I robot amici, dunque, ma anche nemici. I pericoli intravisti sono tanti, dalla privacy all’occupazione. “I robot ci ruberanno il lavoro?”, si chiedono in tanti. In realtà, lavoriamo perché ci sollevino dalla routine del lavoro, senza per forza sostituirci. Non è facile immaginare quello che avverrà, a cominciare dalle nuove professioni che hanno rimpiazzato quelle del passato. “Sono ottimista, le nuove tecnologie ci porteranno nuove competenze”, spiega Rus senza tentennamenti. Nel 1962 J.F. Kennedy disse: “Se gli uomini hanno avuto il talento per inventare le macchine che si prenderanno il lavoro, allora sapranno usare lo stesso talento per tornare al lavoro”. “Sono d’accordo – dice sorridendo Daniela Rus – ma aggiungerei qualcosa alla frase: le donne”.

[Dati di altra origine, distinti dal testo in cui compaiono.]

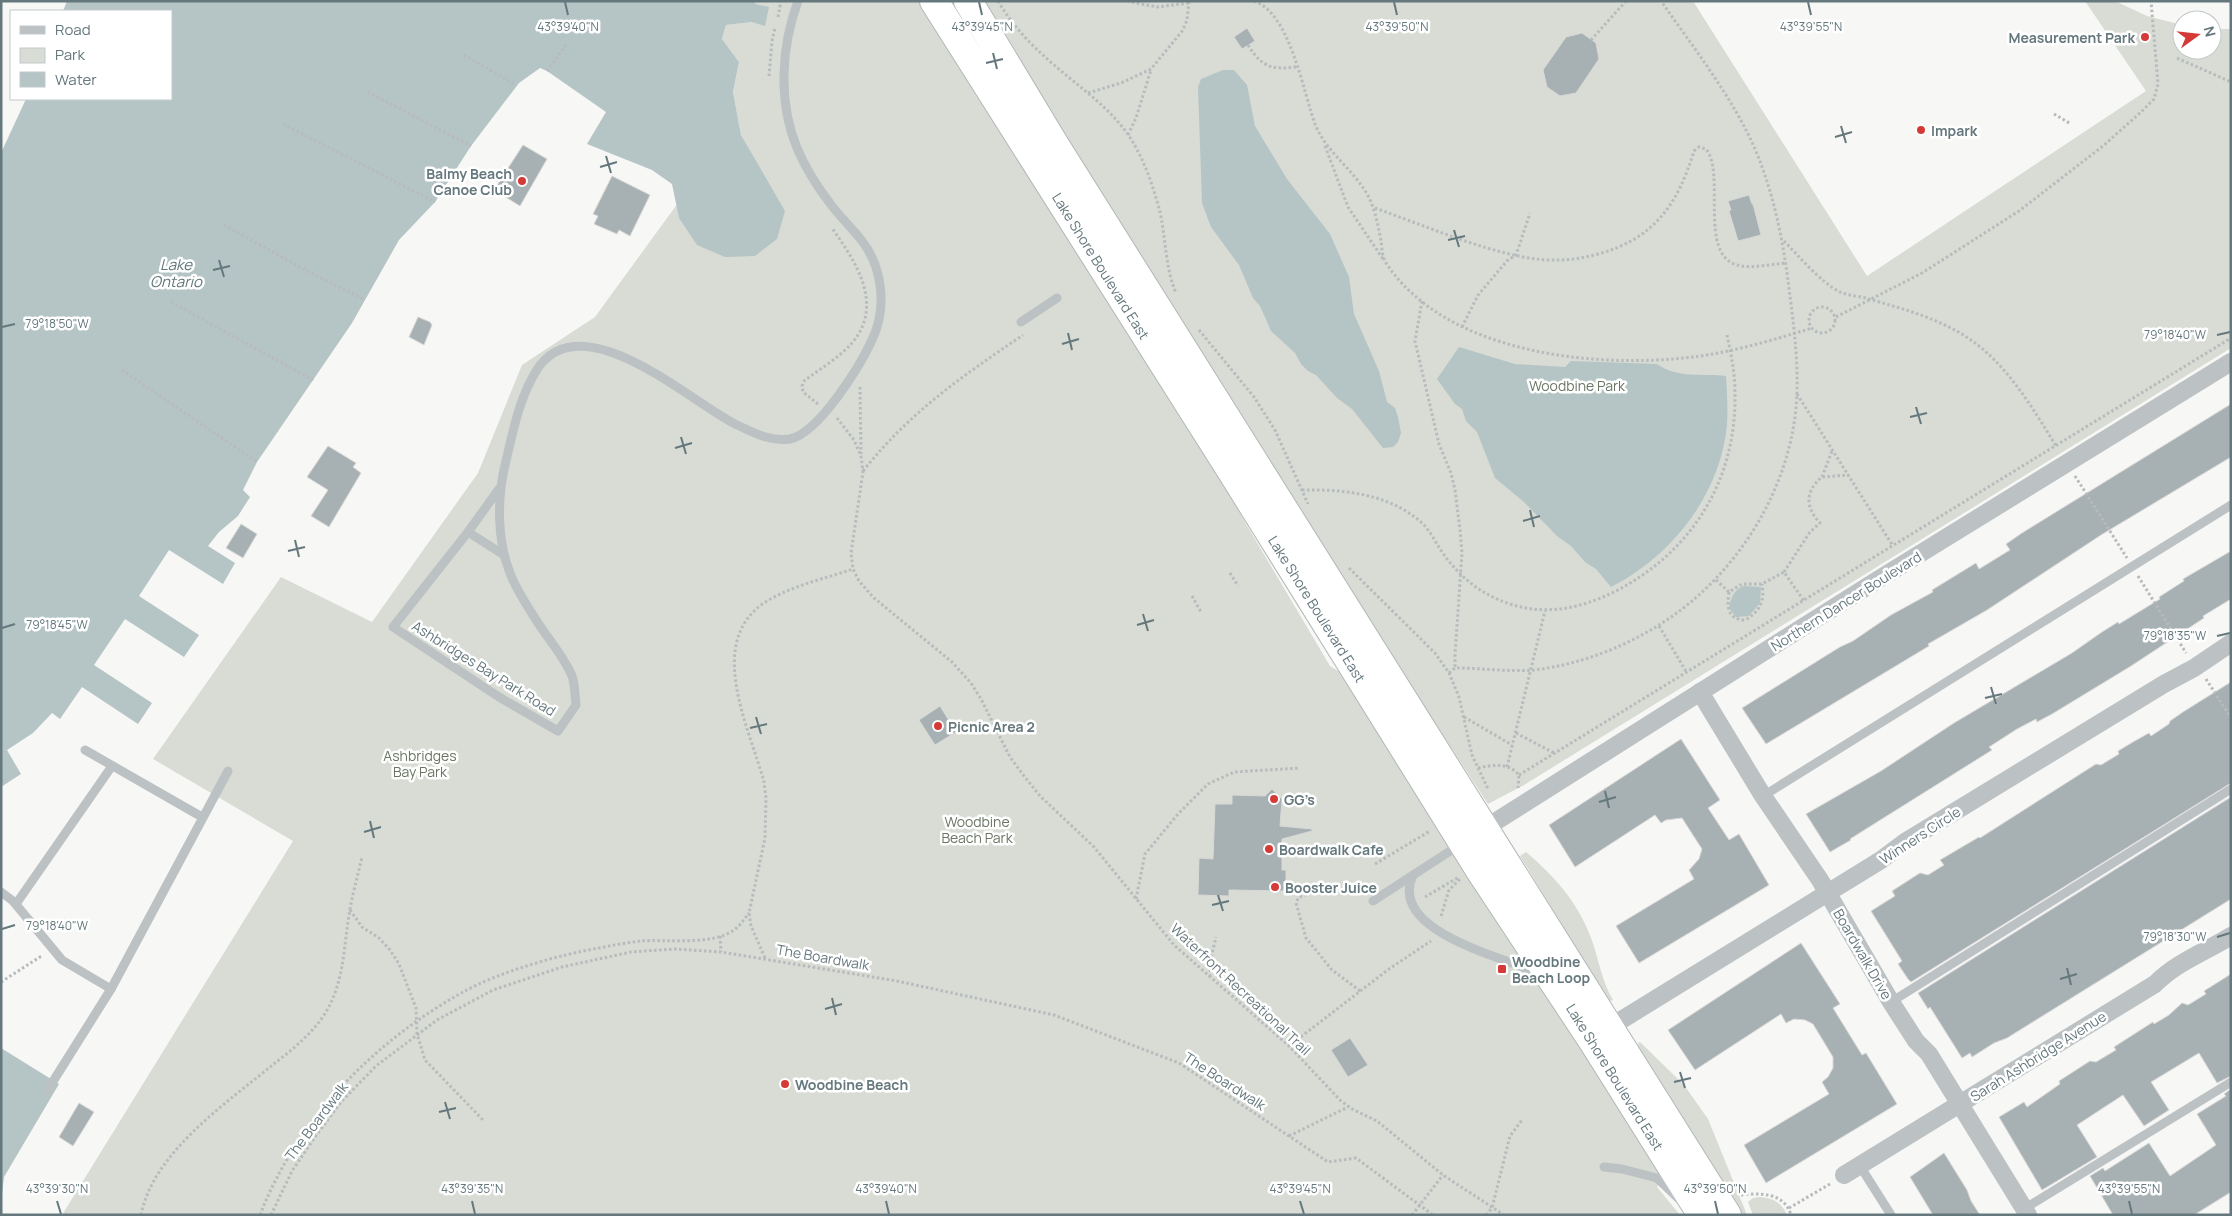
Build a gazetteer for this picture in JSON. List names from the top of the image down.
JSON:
{
  "streets": {
    "highway": ["Lake Shore Boulevard East"],
    "street": [
      "Northern Dancer Boulevard",
      "Winners Circle",
      "Boardwalk Drive",
      "Sarah Ashbridge Avenue"
    ],
    "lane": ["Ashbridges Bay Park Road"],
    "path": ["The Boardwalk", "Waterfront Recreational Trail"]
  },
  "crossings": [
    ["Lake Shore Boulevard East", "Northern Dancer Boulevard"],
    ["Lake Shore Boulevard East", "Winners Circle"],
    ["Northern Dancer Boulevard", "Boardwalk Drive"],
    ["Winners Circle", "Boardwalk Drive"],
    ["Boardwalk Drive", "Sarah Ashbridge Avenue"]
  ],
  "water": ["Lake Ontario"],
  "parks": ["Woodbine Park", "Ashbridges Bay Park", "Woodbine Beach Park"],
  "places": {
    "other": [
      "Measurement Park",
      "Impark",
      "Balmy Beach Canoe Club",
      "Picnic Area 2",
      "GG’s",
      "Boardwalk Cafe",
      "Booster Juice",
      "Woodbine Beach"
    ],
    "transit": ["Woodbine Beach Loop"]
  },
  "legend": ["Road", "Park", "Water"],
  "north": "right",
  "coordinates": [
    "43°39'40\"N",
    "43°39'45\"N",
    "43°39'50\"N",
    "43°39'55\"N",
    "79°18'50\"W",
    "79°18'40\"W",
    "79°18'45\"W",
    "79°18'35\"W",
    "79°18'30\"W",
    "43°39'30\"N",
    "43°39'35\"N"
  ]
}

Come sarà il nostro futuro? Rus ci aiuta a immaginarlo. “Vi svegliate alle 7.59 con l’assistente vocale che vi informa sul meteo, vi aiuta a vestirvi e a fare colazione. – racconta Rus – Poi passeggiate davanti a una vetrina e comprate un abito che vi piace, senza neppure provarlo, perché lo vedete proiettato su di voi. E magari quello stesso scan vi mostra qualche problema medico di cui non conoscevate l’esistenza. Quindi, salite su un’auto volante e fate una piccola sosta per acquistare una pianta. Finché, quando andate dormire, potete scegliere di ascoltare e vedere un romanzo interattivo. E’ un domani migliore, quando eviteremo gli incidenti stradali, cureremo più facilmente le malattie, comunicheremo senza traduttore e avremo un lavoro che ci permetterà di occuparci della parte più creativa. Lasciando alle macchine il grosso della fatica. Ma per avere tutto questo dobbiamo continuare a investire nella scienza e procedere a grandi passi con il computational thinking, che ci aiuterà a trasformare in realtà ciò che abbiamo appena immaginato”.

“C’è chi si preoccupa molto e ha visioni apocalittiche. – conclude Rus – Ma per essere davvero  ottimisti dobbiamo pensare che dipende solo da noi: il futuro è nelle nostre mani.